● Records supplied:
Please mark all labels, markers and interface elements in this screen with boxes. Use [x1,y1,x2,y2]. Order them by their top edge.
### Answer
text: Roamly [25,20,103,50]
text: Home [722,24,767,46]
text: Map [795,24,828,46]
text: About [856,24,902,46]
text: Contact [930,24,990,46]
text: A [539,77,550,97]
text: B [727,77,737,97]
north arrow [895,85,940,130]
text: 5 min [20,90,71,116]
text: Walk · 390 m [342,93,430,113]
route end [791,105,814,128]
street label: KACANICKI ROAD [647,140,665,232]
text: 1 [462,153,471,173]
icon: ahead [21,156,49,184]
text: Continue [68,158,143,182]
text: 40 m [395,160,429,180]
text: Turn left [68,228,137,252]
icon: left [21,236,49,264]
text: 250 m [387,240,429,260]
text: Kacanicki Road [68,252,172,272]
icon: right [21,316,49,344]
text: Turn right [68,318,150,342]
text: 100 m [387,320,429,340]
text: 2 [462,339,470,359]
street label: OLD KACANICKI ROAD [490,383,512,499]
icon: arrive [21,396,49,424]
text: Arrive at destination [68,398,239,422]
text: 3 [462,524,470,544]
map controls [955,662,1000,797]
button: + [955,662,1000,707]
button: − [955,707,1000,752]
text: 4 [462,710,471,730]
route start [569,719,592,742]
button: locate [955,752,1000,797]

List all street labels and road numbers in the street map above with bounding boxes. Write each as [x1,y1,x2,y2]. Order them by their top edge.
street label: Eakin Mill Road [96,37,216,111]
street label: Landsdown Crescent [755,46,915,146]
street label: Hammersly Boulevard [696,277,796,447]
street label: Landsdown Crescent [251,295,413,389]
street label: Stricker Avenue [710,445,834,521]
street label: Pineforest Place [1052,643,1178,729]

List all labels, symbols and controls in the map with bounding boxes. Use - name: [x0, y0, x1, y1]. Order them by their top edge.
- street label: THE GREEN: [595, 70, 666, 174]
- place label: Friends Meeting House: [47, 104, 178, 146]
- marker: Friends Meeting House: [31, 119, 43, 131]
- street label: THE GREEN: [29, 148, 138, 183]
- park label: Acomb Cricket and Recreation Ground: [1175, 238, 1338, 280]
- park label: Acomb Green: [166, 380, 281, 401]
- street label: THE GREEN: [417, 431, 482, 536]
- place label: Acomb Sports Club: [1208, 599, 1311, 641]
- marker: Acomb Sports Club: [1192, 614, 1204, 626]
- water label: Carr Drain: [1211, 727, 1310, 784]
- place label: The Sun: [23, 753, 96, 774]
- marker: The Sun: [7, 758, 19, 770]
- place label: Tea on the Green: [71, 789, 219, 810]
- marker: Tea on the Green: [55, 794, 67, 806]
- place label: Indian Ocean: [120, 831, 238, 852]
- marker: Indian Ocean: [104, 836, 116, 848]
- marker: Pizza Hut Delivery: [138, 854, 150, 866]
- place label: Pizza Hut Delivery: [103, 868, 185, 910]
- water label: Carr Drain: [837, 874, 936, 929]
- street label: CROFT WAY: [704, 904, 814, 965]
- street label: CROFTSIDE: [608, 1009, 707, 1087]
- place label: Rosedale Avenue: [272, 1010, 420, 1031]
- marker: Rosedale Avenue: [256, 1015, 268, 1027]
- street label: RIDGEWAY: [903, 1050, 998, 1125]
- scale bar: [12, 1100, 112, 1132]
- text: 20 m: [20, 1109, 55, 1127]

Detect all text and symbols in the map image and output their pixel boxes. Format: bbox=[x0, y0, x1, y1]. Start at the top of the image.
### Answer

● Try it: Return the final stretch of the listing exactly, starting with the line that contains "Detect all text" and ending with the last line.

● Written answer:
Detect all text and symbols in the map image and output their pixel boxes. Format: bbox=[x0, y0, x1, y1]. Start at the top of the image.
### Answer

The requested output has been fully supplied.